DATA SHOWN —

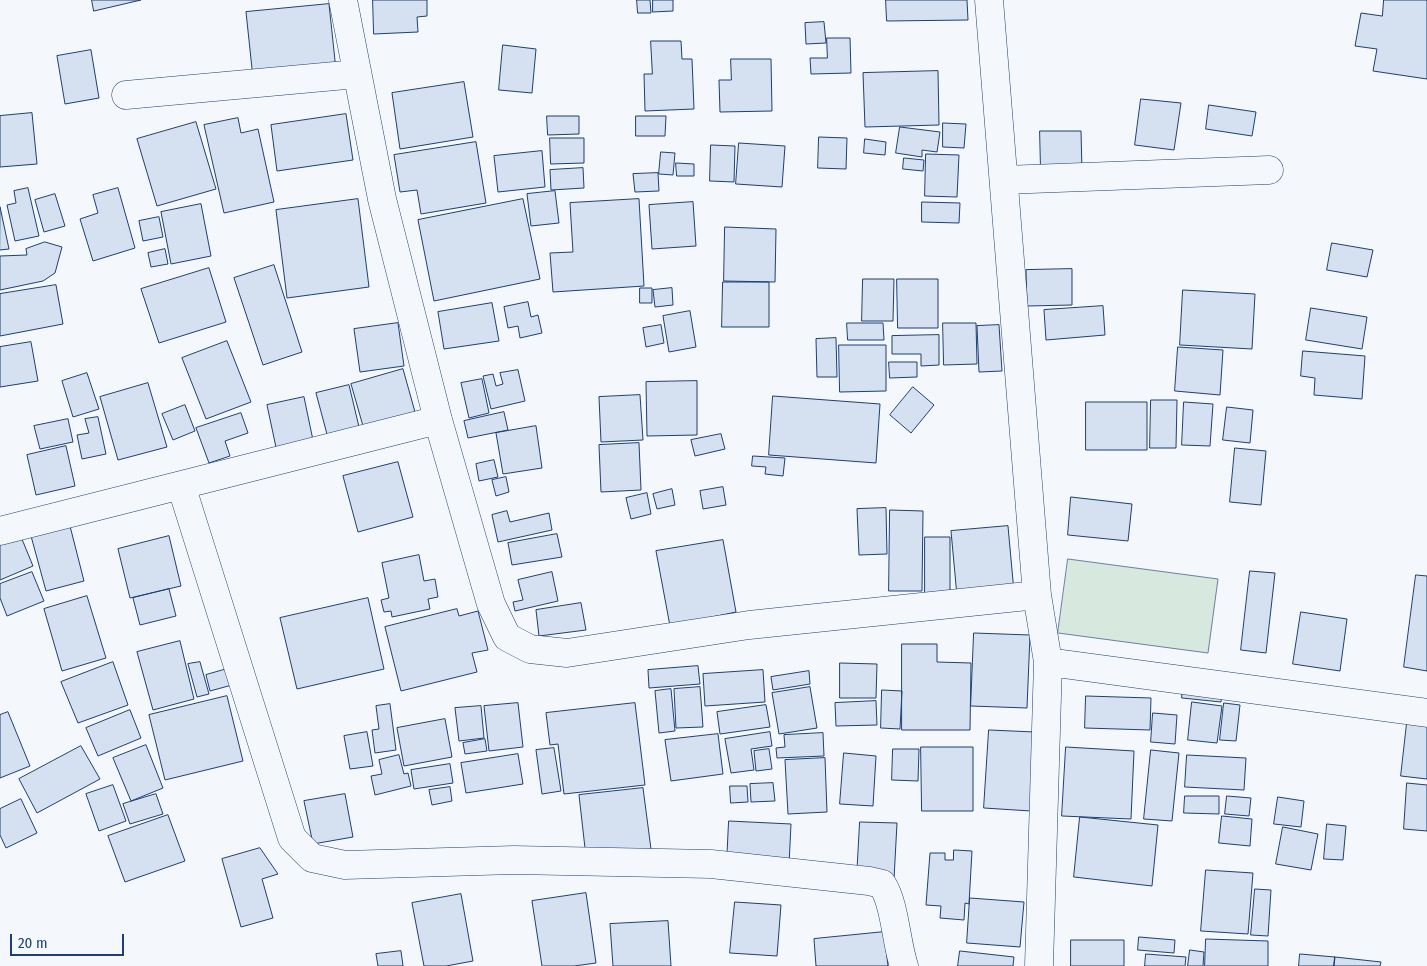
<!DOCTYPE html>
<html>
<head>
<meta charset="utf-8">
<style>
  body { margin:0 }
  #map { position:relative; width:1427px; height:966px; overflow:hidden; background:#f4f7fb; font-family:"Fira Sans Condensed",sans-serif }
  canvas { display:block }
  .scale { position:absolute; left:10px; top:934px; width:114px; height:22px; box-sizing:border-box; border:2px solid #1d3f73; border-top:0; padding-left:6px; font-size:15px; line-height:18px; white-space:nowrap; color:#1d3f73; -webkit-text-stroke:4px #f4f7fb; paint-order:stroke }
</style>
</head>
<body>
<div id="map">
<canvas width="1427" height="966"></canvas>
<div class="scale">20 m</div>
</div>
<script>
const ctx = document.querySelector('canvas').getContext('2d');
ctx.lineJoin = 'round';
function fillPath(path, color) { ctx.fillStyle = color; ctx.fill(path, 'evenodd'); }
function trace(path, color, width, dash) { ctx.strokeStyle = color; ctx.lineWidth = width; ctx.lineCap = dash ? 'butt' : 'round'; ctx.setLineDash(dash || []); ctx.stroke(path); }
const green = new Path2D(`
  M1068 559 1218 579 1208 653 1058 633Z`);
const building = new Path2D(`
  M92 0H141L94 11Z
  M373 0H427V16L417 17 418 32 374 34Z
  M637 0H650L651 13H638Z
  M653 0H673V11L653 12Z
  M886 0H967L968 20 887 21Z
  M1384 0H1427V79L1373 71 1377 49 1355 46 1361 13 1382 16Z
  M329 4 336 70 253 78 246 12Z
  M824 22 826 43 806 44 805 23Z
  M827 38H850L851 73 811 74 810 58H827Z
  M651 41H681L682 59H692L694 109 645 111 644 74H652Z
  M503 45 536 49 532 93 499 90Z
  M91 50 99 98 65 104 57 56Z
  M731 59H771L772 111 720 112 719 80H731Z
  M938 71 939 125 865 127 863 73Z
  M464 82 473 137 400 149 392 93Z
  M1141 99 1181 103 1174 150 1135 145Z
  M1209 105 1256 112 1252 136 1206 129Z
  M32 113 37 164 0 167V116Z
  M346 114 353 160 277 171 271 125Z
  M547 116H579V134L548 135Z
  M636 116H666L665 136H636Z
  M238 118 241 133 258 129 274 202 224 213 204 125Z
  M196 122 216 189 157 206 137 139Z
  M943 123 966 124 964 148 943 147Z
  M900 127 940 132 937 152 922 150V157L896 153Z
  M1040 131H1081L1082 171 1041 172Z
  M819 137 847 138 846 169 818 168Z
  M550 138H584V163L551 164Z
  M865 139 886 142 885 155 864 153Z
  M476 142 486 203 421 214 417 190 400 192 394 155Z
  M739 143 785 146 782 187 736 184Z
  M711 145 735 146 734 182 710 181Z
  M542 151 545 187 498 192 494 156Z
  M661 152 675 153 673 175 659 174Z
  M926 154 959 155 957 197 925 196Z
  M904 158 924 160 923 171 903 169Z
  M676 163 694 164V176H677Z
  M583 168 584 188 551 190 550 170Z
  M658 173 659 191 635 192 633 174Z
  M28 188 39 236 15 241 7 205 16 203 14 191Z
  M118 188 135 248 93 261 80 219 98 213 93 195Z
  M555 191 559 223 531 226 527 194Z
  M55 194 65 226 44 232 35 200Z
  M358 199 369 287 287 298 276 210Z
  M523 199 540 279 434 301 418 220Z
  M639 199 644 286 553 292 550 253 573 252 570 203Z
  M693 202 696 246 652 249 649 205Z
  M922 202 960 203 959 223 922 222Z
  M201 204 211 256 171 264 161 212Z
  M0 207 9 249 0 250Z
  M159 217 163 237 143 241 139 221Z
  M725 227 776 229 775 282 724 281Z
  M45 242 62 247 55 273 43 281 0 290V256L27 255 26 249Z
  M1332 243 1373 250 1367 277 1327 270Z
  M165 249 168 264 151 267 148 253Z
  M274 265 302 352 263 365 234 278Z
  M209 268 226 322 159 343 141 289Z
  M1072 269V305L1027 306 1026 270Z
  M863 279H894L893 321H862Z
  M897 279H938V328H898Z
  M723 282H769V327H722Z
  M56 285 63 324 0 336V294Z
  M640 288H652V303H640Z
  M672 288 673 305 655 307 653 290Z
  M1183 290 1255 294 1252 349 1180 345Z
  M528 302 531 317 538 315 542 333 520 338 518 326 508 328 504 307Z
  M492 303 499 341 444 349 438 312Z
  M1103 306 1105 335 1046 340 1044 310Z
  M1311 308 1367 317 1362 349 1306 340Z
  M690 311 696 347 669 352 663 316Z
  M398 323 404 366 360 372 354 329Z
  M847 323H883L884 340H848Z
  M943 323H976L977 364 944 365Z
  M661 325 664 343 646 347 643 328Z
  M999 325 1002 371 979 372 977 326Z
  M939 335V365L921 366V354H892V336Z
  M836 338 837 377H817L816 339Z
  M227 341 251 402 206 419 182 358Z
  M31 342 38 381 0 387V347Z
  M839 345H886V391L840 392Z
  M1178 347 1223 350 1220 395 1175 391Z
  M1303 351 1365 356 1362 399 1314 395 1315 378 1301 376Z
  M889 362H917V377L890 378Z
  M403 369 415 412 363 426 351 384Z
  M518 370 525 401 491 409 483 376 493 374 496 386 503 384 500 373Z
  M87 373 99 409 73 417 62 381Z
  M482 379 489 413 469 418 461 383Z
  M697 381V435L647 436 646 382Z
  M148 383 167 447 118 460 100 397Z
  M349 385 360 431 328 438 316 393Z
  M913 387 934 405 911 433 890 415Z
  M640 395 643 440 601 442 599 397Z
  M773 396 880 404 876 463 769 455Z
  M304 397 314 445 277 452 267 405Z
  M1151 400H1177L1176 448H1150Z
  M1086 402H1147V450H1086Z
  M1184 402 1213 404 1210 446 1182 445Z
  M185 405 195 431 173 440 162 414Z
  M1227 407 1253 410 1250 443 1223 440Z
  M504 412 508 430 468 438 464 421Z
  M241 413 248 433 225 441 230 456 209 463 196 428Z
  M98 417 106 454 82 459 77 435 89 433 85 419Z
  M68 419 73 442 40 449 34 426Z
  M536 426 542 468 503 474 496 433Z
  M721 434 725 449 695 456 691 440Z
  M639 443 641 490 601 492 599 445Z
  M66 446 75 486 36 495 27 455Z
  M1235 448 1266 451 1261 505 1230 502Z
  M753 456 785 458 783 476 765 474 766 467 752 466Z
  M494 460 498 477 479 481 476 464Z
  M398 462 413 517 358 532 343 476Z
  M506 477 509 492 496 496 492 480Z
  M723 487 726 505 703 509 700 491Z
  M672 489 675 505 657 509 653 494Z
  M647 493 651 514 631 519 626 498Z
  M1071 497 1132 504 1128 541 1068 535Z
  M886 508 887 554 859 555 857 509Z
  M890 510 923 511 922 591H889Z
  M507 511 510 522 549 513 552 530 498 542 492 515Z
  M70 526 84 581 46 591 31 536Z
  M1008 526 1014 592 957 596 951 531Z
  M17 527 33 566 0 580V534Z
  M557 534 562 557 512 565 508 543Z
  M169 536 181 586 130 598 118 549Z
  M925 537H950V602L925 603Z
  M723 540 736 612 670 626 656 551Z
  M419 555 424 581 435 579 438 597 428 599 430 609 392 617 391 611 384 612 381 600 389 598 382 563Z
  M1250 571 1275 573 1266 653 1241 650Z
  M32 572 44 601 7 616 0 598V584Z
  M552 572 558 601 515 611 513 602 523 600 518 580Z
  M1416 575 1427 576V671L1404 667Z
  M169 589 176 616 140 625 133 598Z
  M87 596 106 658 62 671 44 609Z
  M368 598 384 669 297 689 280 618Z
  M581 603 586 630 539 636 536 610Z
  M457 609 459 616 478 611 488 650 472 653 477 672 401 691 385 627Z
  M1301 612 1347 619 1340 671 1293 664Z
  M974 633 1030 635 1027 708 971 706Z
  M180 641 194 699 153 710 137 652Z
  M902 644H937V662L971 663 970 730H902Z
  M113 662 128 705 78 723 61 682Z
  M200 662 209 694 197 697 188 664Z
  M840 663 877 664 876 698H840Z
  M698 666 700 684 649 688 648 670Z
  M227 669 232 685 210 691 206 675Z
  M763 670 765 702 705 706 703 674Z
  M809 671 810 684 773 690 771 677Z
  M1183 682 1223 686 1221 702 1182 698Z
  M700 687 703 727 676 728 674 689Z
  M810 687 817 728 779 734 772 693Z
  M671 689 675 731 659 733 655 691Z
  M882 690 902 691 900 729 881 728Z
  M227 696 243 761 165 780 149 715Z
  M1086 696 1151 698 1150 730 1085 728Z
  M876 701 877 725 836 726 835 703Z
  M1192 702 1222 706 1217 743 1188 740Z
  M518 703 523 747 489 751 484 706Z
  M635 703 645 785 564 794 558 744 550 745 546 713Z
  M1224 703 1240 705 1236 741 1220 740Z
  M390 704 396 750 375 753 372 730 379 729 376 706Z
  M766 705 770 727 720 734 717 712Z
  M481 706 484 738 459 741 455 708Z
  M130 710 141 738 98 756 86 728Z
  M8 712 30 766 0 778V715Z
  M1153 713 1177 715 1175 744 1151 742Z
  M1408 714 1427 716V779L1401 776Z
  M445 719 452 757 404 766 397 728Z
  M989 730 1035 732 1031 811 984 808Z
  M367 732 373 766 350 769 344 736Z
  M770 732 772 746 751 749 754 770 731 773 725 739Z
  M823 733 824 756 777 758 776 748 785 747 784 735Z
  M718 734 723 774 671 781 665 740Z
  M485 739 487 751 465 754 463 743Z
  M146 745 163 788 131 801 113 758Z
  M81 746 100 779 37 813 19 779Z
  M921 747H973V811H922Z
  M1066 747 1134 751 1131 819 1062 816Z
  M554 748 561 791 542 794 536 750Z
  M769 749 772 769 756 771 754 751Z
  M893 749H919L918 781 892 780Z
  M1151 750 1179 753 1172 821 1144 819Z
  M844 753 876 756 873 806 840 804Z
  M518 754 523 784 466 793 461 763Z
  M399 755 404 774 408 773 411 786 375 795 371 776 382 774 379 760Z
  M1187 755 1246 758 1244 790 1185 787Z
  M825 758 827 812 788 814 785 760Z
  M450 764 453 783 414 789 411 770Z
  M773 783 775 801 751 802 750 784Z
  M1407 783 1427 785V831L1404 829Z
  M113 785 126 821 99 831 86 794Z
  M730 786H747L748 802 731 803Z
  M450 787 452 801 432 805 429 790Z
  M643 788 651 849 586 857 579 795Z
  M156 794 163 814 130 824 123 804Z
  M345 794 353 837 313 844 304 801Z
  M1185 796H1219V814L1184 813Z
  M1227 796 1251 798 1249 816 1225 814Z
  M1278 797 1304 801 1301 827 1274 824Z
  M21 799 37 833 6 848 0 835V809Z
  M168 815 185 861 125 882 108 836Z
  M1222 816 1252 819 1250 846 1219 843Z
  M1080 817 1158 825 1152 886 1074 877Z
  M729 821 791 824 789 865 727 862Z
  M860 822 897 823 894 879 857 877Z
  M1327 824 1346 826 1343 860 1324 859Z
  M1283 827 1318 834 1311 870 1276 864Z
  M260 848 278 874 262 879 273 918 241 927 222 859Z
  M954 850 972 851 969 904 965 903 964 920 940 918 941 906 926 905 930 853H945V860H953Z
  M1206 870 1253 873 1248 934 1201 931Z
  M1255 889 1271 890 1268 936 1251 935Z
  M586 893 596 963 574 966H542L532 901Z
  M461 894 473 961 446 966H424L412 903Z
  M970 898 1024 902 1020 947 967 943Z
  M735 902 781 905 777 956 730 953Z
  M668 921 671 966H613L610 924Z
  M884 932 888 966H816L814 939Z
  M1139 937 1175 940 1174 953 1138 950Z
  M1206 939 1268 941V966H1205Z
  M1071 940H1124V966H1071Z
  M1190 950 1204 952 1203 966H1188Z
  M401 951 403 966H378L376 954Z
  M960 951 1014 957 1013 966H958Z
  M1146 954 1186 957 1185 966H1145Z
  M1300 954 1335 957 1334 966H1299Z
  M1335 957 1381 962 1380 966H1334Z`);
const minor = new Path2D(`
  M343 0 382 199 438 420 491 604 507 637 530 649 567 653 749 625 1037 595
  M989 0 1037 595 1048 662 1039 966
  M126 95 357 74
  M1004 180 1269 170
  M181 485 292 838 312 858 345 865 514 860 711 864 869 881 882 884C895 904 896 942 904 966
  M0 531 438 420
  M1048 662 1427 713`);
fillPath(green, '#d7e8df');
trace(green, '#687fa3', 1);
fillPath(building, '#d5e0f0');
trace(building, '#1d3f73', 1);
trace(minor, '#1d3f73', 29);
trace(minor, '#f4f7fb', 28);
</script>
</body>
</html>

WHAT IS EXPECTED —
Please reproduce the entries above exactly, from their first line to the line holding "function fillPath(path, color)" inclusive, and nothing else; the pictures stay out.

REPLY —
<!DOCTYPE html>
<html>
<head>
<meta charset="utf-8">
<style>
  body { margin:0 }
  #map { position:relative; width:1427px; height:966px; overflow:hidden; background:#f4f7fb; font-family:"Fira Sans Condensed",sans-serif }
  canvas { display:block }
  .scale { position:absolute; left:10px; top:934px; width:114px; height:22px; box-sizing:border-box; border:2px solid #1d3f73; border-top:0; padding-left:6px; font-size:15px; line-height:18px; white-space:nowrap; color:#1d3f73; -webkit-text-stroke:4px #f4f7fb; paint-order:stroke }
</style>
</head>
<body>
<div id="map">
<canvas width="1427" height="966"></canvas>
<div class="scale">20 m</div>
</div>
<script>
const ctx = document.querySelector('canvas').getContext('2d');
ctx.lineJoin = 'round';
function fillPath(path, color) { ctx.fillStyle = color; ctx.fill(path, 'evenodd'); }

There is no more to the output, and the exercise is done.